Thierry Fontaine fait de la photographie pour rendre compte d’une idée porteuse d’ambivalence par des signes visuels simples. Originaire de l’île de La Réunion, l’artiste est d’abord sculpteur mais trouve ensuite dans la photographie le moyen de faire voyager plus facilement ses œuvres à travers le monde. Ses matériaux sont élémentaires: coquillages, terre, ampoules, miroir, déchets… avec de temps à autres l’intervention de l’humain dont le visage est le plus souvent caché ou hors-cadre. Il concentre de manière frontale la vision sur un élément, focalisant le regard sur un signe, tout en appelant le questionnement sur son interprétation.
Son art est traversé par la question du tourisme exotique et des stéréotypes véhiculés d’un côté comme de l’autre. On trouve ici plusieurs photographies présentant un vendeur fabriquant des babioles à destination des touristes. Dans Le fabricant de rêves, il transforme des noix de coco en ballons de football et dans Souvenirs, c’est la tour Eiffel parisienne que l’autochtone s’approprie en la reproduisant à l’aide de cauris. Mais par-delà la confrontation des stéréotypes, c’est la question du syncrétisme des valeurs et des références culturelles qu’il souligne, en présentant l’appropriation de symboles qui font rêver les jeunes de ces contrées lointaines comme la tour Eiffel ou le football, avec des moyens artisanaux comme l’enfilement des coquillages ou la peinture sur bois.
Jouant avec certains poncifs de l’homme occidental sur les cultures exotiques, il met également en scène, dans Avant la cérémonie, un homme tenant une machette sculptant des fétiches en bois à la forme de godemiché. Sexe, violence et magie noire sous-tendent ici une image qui traite de stéréotypes dont son auteur semble se moquer en même temps qu’il les désamorce par le traitement anodin de l’image qui annihile leur puissance d’évocation.
Dans ces quelques exemples, on perçoit l’importance des titres qu’il donne aux images. Ceux-ci guident le champ de lecture et d’interprétation, tout en introduisant bien souvent une note d’humour.
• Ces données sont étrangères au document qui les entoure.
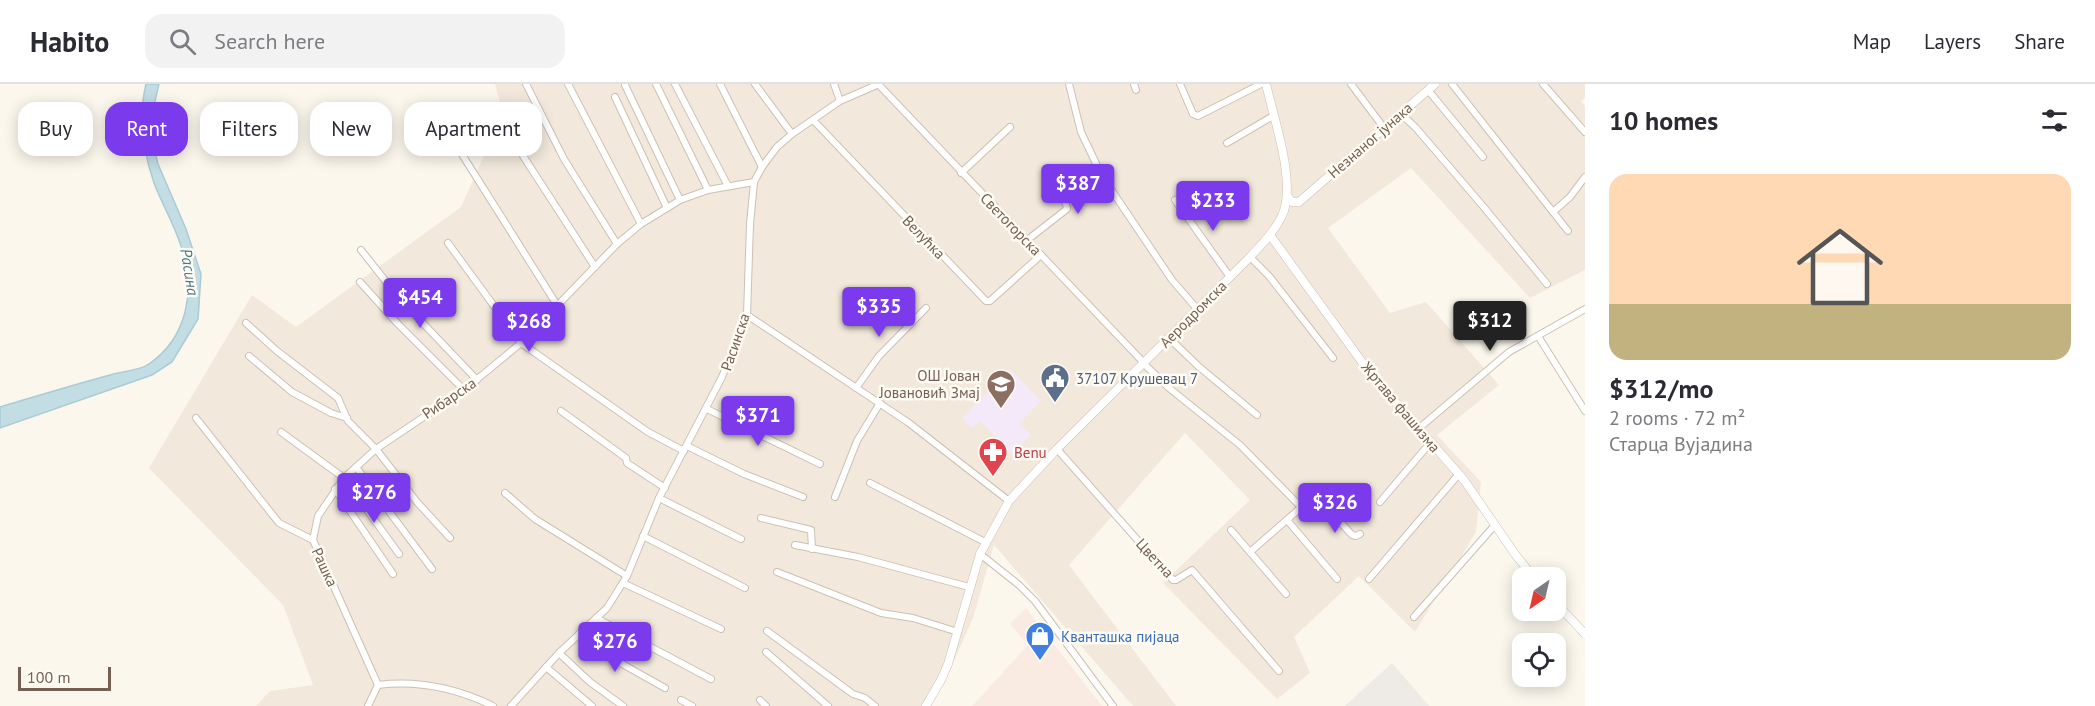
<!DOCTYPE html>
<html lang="en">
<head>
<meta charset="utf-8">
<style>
  :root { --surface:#fff; --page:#f2f2f3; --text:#2b2b33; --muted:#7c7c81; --line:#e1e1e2; --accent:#7c3aed }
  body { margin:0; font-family:"PT Sans",sans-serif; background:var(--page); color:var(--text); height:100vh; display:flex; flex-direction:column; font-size:22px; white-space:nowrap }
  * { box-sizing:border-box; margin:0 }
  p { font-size:20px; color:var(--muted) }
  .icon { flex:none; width:33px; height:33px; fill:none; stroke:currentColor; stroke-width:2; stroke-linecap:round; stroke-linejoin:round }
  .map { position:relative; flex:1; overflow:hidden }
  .drawer { display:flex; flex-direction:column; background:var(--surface); width:510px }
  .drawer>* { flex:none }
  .top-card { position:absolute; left:18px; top:18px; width:570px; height:54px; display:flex; gap:12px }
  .needle { width:39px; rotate:214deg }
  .buttons { position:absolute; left:1512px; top:483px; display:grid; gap:12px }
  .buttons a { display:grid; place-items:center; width:54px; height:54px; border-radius:12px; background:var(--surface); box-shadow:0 3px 15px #0003; font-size:30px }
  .scale { position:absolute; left:18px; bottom:15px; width:93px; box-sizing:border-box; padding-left:6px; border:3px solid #756051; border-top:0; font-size:16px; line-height:21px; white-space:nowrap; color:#756051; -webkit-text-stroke:4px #fefbf4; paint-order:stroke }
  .price { position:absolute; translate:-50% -51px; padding:0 14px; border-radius:6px; background:var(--accent); color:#fff; font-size:20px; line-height:39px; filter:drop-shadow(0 2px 3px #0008) }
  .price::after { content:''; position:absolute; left:50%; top:36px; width:18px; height:14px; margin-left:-9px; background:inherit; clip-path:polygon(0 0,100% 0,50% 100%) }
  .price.on { background:#222; color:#fff }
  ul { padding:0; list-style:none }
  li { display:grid; align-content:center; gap:12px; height:318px; padding:0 24px }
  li+li { border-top:2px solid var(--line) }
  li span { display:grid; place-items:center; height:186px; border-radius:18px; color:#555 }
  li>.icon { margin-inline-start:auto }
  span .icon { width:108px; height:108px; fill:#fffc; stroke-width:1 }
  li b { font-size:26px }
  h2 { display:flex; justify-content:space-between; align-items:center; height:72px; padding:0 24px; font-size:26px }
  .tag { padding:0 21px; border-radius:18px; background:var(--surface); box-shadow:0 3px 15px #0003; font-size:21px; line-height:54px }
  .tag.on { background:var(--accent); color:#fff }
  header { display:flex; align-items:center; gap:36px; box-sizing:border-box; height:84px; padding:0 30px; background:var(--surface); border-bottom:2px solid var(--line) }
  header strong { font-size:28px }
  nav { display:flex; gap:33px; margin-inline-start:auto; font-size:21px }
  .search { width:420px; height:54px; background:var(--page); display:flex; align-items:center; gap:15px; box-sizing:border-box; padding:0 21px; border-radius:18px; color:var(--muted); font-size:22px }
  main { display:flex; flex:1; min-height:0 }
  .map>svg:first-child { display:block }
</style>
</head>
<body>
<header>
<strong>Habito</strong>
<div class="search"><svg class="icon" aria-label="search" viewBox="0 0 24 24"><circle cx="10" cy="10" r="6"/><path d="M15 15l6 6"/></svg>Search here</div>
<nav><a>Map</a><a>Layers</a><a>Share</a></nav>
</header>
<main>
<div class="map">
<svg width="1585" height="622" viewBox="0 0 1585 622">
  <rect width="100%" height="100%" fill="#fbf7ed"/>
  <path fill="#f2e9dc" d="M495 0H1585V13L1581 18 1585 22V186L1530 214 1411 84 1328 144 1390 229 1426 218 1499 301 1437 351 1481 398 1476 448 1415 548 1359 492 1294 553 1310 589 1277 615 1163 499 1250 416 1185 349 1069 481 1176 622H1133L994 461 973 534 944 599 926 622H256L270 607 313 601 283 521 149 384 252 211 296 243 461 123 503 29Z"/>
  <path fill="#faebe2" d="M1026 524 1081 595 1102 622H972L1028 561 1010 540Z"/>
  <path fill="#eeeae5" d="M1392 579 1429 622H1345Z"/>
  <path fill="#f4e9f8" d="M1010 285 1041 317 1019 340 1031 351 1012 370 980 337 972 344 962 334Z"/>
  <path fill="#c3dde4" stroke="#aacbd5" stroke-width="1.5" d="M146 0H159L151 34 153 59 158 80 186 145 201 190 198 235 172 278 152 291 0 344V323C37 312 73 301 110 291 122 287 139 287 149 280 188 253 196 205 181 162 174 140 162 120 154 99 143 67 138 33 146 0Z"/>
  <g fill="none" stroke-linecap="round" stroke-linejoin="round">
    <g stroke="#cdc0b3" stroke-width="8">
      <g id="minor">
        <path d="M526 0 564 75 617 160"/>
        <path d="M568 0 641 140"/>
        <path d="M656 0 708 106"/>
        <path d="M675 0 728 102"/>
        <path d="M720 0 762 83"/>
        <path d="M755 0 792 50"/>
        <path d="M834 0 840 17"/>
        <path d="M878 0 1144 279"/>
        <path d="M1069 0 1081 48 1102 92 1172 196 1198 226"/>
        <path d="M1134 0 1136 6"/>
        <path d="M1180 0 1193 30 1198 32 1261 0"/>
        <path d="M1351 0 1384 44"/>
        <path d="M1452 0 1568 147"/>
        <path d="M1543 0 1585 48"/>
        <path d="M625 1 680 116"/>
        <path d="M1428 6 1483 73"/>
        <path d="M615 13 667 124"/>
        <path d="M1401 30 1416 44 1482 121 1547 200"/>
        <path d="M813 36 986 217H990L1041 171"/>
        <path d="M505 44 595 183"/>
        <path d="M1227 59 1273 32"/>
        <path d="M458 64 557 221"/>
        <path d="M961 89 1010 43"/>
        <path d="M1175 116 1230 193"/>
        <path d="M1553 128 1570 113 1585 93"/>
        <path d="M1026 157 1067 125 1066 120 1047 85"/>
        <path d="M448 159 521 259 648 348 684 367"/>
        <path d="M361 166 399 214 477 296"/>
        <path d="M1250 173 1269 192 1333 274"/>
        <path d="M360 198 398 240 464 306"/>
        <path d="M747 231 909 339 1009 417"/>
        <path d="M246 239 277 267 338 314 348 337 376 365 417 418 450 454"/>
        <path d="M1538 252 1585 327"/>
        <path d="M1169 254 1198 282 1257 331"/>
        <path d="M249 272 292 308 331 329 347 334"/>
        <path d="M1144 280 1169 304 1240 361 1301 423"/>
        <path d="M856 304 879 272 926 224"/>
        <path d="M707 325 820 380"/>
        <path d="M561 327 626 374 627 379 665 404"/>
        <path d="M196 334 279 439 313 456 378 601"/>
        <path d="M1418 345 1509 268 1585 225"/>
        <path d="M281 348 344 394 399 470"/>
        <path d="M687 362 744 390 803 413"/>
        <path d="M1057 365 1173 496H1176L1192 486 1279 587"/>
        <path d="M356 383 432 485"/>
        <path d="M870 399 985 458"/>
        <path d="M335 405 393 490"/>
        <path d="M505 409 535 435 627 492"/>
        <path d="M835 413 857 357 880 319"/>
        <path d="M659 414 741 455"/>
        <path d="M1380 418 1430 359"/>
        <path d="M761 434 811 446 812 465"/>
        <path d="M1288 437 1337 495"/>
        <path d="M1231 446 1286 510"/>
        <path d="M643 452 745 504"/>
        <path d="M313 456 318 432 344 394 376 365 464 306 521 259 617 160 641 140 680 116 708 106 754 98"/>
        <path d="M795 461 858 473 969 503"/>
        <path d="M1250 468 1313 413 1321 417 1352 451 1356 452 1360 450"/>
        <path d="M980 470 1019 501 1035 517 1113 622"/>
        <path d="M777 488 881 529 913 534 958 548"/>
        <path d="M1369 495 1459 390"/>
        <path d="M623 499 721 545"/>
        <path d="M1414 533 1495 441"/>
        <path d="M596 534 711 595"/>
        <path d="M767 547 853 610 865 614 875 622"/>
        <path d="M579 550 624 581 665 604"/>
        <path d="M766 568 828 622"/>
        <path d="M559 569 590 598 623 622"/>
        <path d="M546 583 592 622"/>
        <path d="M681 616 692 622"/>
        <path d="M760 616 766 622"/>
        <path d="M368 622 378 601C419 596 456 604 493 622"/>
        <path d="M511 622 559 569 607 524 627 492 659 414 722 293 747 231 750 140 754 98 762 83 777 63 792 50 840 17 879 0"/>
      </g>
    </g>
    <g stroke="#cdc0b3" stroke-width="9">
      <g id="tertiary">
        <path d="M1287 111 1292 118H1299L1435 0"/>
        <path d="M1270 151 1370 289 1464 396 1515 470 1534 494"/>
        <path d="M1556 519 1585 550"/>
        <path d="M926 622 941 596 948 580 980 470 1009 417 1057 365 1250 173C1262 160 1274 148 1282 132 1297 99 1274 36 1266 0"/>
      </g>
    </g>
    <use href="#minor" stroke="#fff" stroke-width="6"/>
    <use href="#tertiary" stroke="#fff" stroke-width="8"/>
  </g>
  <defs>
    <g id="civic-pin" transform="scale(1.5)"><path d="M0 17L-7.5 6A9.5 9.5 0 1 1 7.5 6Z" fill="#5c6f8a" stroke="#fefbf4"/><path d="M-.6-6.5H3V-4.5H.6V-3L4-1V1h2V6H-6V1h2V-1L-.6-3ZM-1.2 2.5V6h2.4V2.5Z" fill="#fff"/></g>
    <g id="school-pin" transform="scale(1.5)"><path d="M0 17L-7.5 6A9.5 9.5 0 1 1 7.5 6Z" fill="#8d6e63" stroke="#fefbf4"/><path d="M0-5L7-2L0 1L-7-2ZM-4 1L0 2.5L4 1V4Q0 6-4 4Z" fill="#fff"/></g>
    <g id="pharmacy-pin" transform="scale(1.5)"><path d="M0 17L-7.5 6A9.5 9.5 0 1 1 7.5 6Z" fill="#e0444e" stroke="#fefbf4"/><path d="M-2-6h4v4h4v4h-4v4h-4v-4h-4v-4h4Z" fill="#fff"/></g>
    <g id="shop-pin" transform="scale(1.5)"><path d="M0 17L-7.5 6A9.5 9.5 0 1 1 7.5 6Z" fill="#3f7fe0" stroke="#fefbf4"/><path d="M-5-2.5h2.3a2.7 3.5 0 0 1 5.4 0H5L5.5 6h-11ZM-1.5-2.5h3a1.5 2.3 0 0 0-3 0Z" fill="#fff"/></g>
  </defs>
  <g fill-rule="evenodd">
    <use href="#civic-pin" x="1055" y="294"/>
    <use href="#school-pin" x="1001" y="300"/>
    <use href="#pharmacy-pin" x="993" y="368"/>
    <use href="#shop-pin" x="1040" y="552"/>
  </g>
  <g text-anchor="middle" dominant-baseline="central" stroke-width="5" stroke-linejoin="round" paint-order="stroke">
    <g font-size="15" fill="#756051" stroke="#fefbf4">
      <text transform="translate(1370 56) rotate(-41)">Незнаног јунака</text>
      <text transform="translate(1011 140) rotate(46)">Светогорска</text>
      <text transform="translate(924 153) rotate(46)">Велућка</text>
      <text transform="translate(1193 230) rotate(-45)">Аеродромска</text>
      <text transform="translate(735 258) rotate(-71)">Расинска</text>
      <text transform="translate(449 314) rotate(-34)">Рибарска</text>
      <text transform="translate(1401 323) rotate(50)">Жртава фашизма</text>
      <text transform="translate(1155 474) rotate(47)">Цветна</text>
      <text transform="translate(325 483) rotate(65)">Рашка</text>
    </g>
    <g font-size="15" fill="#785e54" stroke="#fefbf4" text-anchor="end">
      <text x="980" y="291">ОШ Јован<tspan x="980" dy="17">Јовановић Змај</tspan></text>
    </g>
    <g font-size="15" fill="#4e5e75" stroke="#fefbf4" text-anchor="start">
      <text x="1076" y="294">37107 Крушевац 7</text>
    </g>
    <g font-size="15" fill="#be3a42" stroke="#fefbf4" text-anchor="start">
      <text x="1014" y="368">Benu</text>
    </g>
    <g font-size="15" fill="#366cbe" stroke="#fefbf4" text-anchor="start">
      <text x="1061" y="552">Кванташка пијаца</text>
    </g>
    <g font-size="16" font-style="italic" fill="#4c7986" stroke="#fefbf4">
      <text transform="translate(190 188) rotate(81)">Расина</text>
    </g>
  </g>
</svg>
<div class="buttons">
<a><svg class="needle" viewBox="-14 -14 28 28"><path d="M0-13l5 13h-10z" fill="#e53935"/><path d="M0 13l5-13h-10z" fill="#7c7c81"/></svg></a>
<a><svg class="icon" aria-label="locate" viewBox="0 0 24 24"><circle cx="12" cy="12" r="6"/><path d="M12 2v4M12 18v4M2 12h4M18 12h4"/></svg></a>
</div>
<div class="scale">100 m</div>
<b class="price" style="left:1078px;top:131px">$387</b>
<b class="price" style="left:1213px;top:148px">$233</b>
<b class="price" style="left:420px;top:245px">$454</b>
<b class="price" style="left:879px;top:254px">$335</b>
<b class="price on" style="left:1490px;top:268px">$312</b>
<b class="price" style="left:529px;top:269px">$268</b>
<b class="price" style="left:758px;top:363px">$371</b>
<b class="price" style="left:374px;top:440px">$276</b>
<b class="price" style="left:1335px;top:450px">$326</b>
<b class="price" style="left:615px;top:589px">$276</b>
<div class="top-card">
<a class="tag">Buy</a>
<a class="tag on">Rent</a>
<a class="tag">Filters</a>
<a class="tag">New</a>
<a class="tag">Apartment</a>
</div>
</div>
<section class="drawer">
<h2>10 homes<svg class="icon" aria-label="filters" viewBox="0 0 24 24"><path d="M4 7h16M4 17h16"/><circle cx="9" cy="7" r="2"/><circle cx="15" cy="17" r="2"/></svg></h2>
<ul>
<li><span style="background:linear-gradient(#ffd9b3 70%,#c2b280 0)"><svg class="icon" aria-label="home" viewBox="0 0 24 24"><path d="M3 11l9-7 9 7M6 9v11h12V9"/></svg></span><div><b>$312/mo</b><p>2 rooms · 72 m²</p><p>Старца Вујадина</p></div></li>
</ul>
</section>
</main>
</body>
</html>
Car s’il traite de questions d’identité et de perception biaisée par nos codes culturels et nos stéréotypes, il le fait avec une singulière légèreté, sans pathos.
Certaines mises en scènes témoignent d’une capacité d’émerveillement et de réenchantement du monde. Comme dans Trésor, où il transforme de simples bidons en plastique en les peignant en doré et en les déposant sous l’eau, donnant ainsi l’impression d’un trésor découvert. Il fera la même chose avec un squelette humain, cette fois retrouvé au cœur de la forêt.
Cette dimension magique se révèle également quand il photographie un grillage en feu. Chose impossible en réalité mais qu’il va minutieusement préparer en le doublant d’un cordage qui se consumera aisément. Si l’image est belle car énigmatique, elle prend un sens particulier au vu de son titre, Johannesburg. Emerge alors à la conscience une symbolique de la destruction des barrières, de l’abolition de la ségrégation.
La thématique de l’île est aussi prégnante dans son travail. La très belle photo L’île habitée montre un personnage sortant de la mer avec la tête complètement recouverte de glaise. Ce n’est plus le souvenir de son île natale qui habite sa tête mais c’est sa tête qui s’est transformée en île et, changeant de rivage, il la transporte partout là où il va. En écho à celle-ci, on s’interroge devant Le cri nu où l’on peut voir le corps d’un homme dont le visage est caché par sa chemise relevée mais laissant apparaître un buste et des jambes grossièrement modelés avec de la terre glaise, comme une sculpture vivante inachevée. Cet être informe sous les vêtements, est-ce le corps d’un homme qui crie parce qu’il bouillonne intérieurement, parce qu’il ne ressemble à rien de bien défini ou saisissable quand on cherche en dessous des apparences? Ou est-ce un homme en transformation, qui désire prendre une autre forme qui celle qui lui est imposée?
Par ses mises en scènes, c’est au dialogue que Thierry Fontaine nous invite. L’identité et le rapport à l’autre sont au cœur d’une poésie visuelle qui réenchante des propos souvent porteurs d’un «mal être» et tente ainsi sinon de les désamorcer mais de leur donner une réalité autre, saisissable et en même temps insaisissable.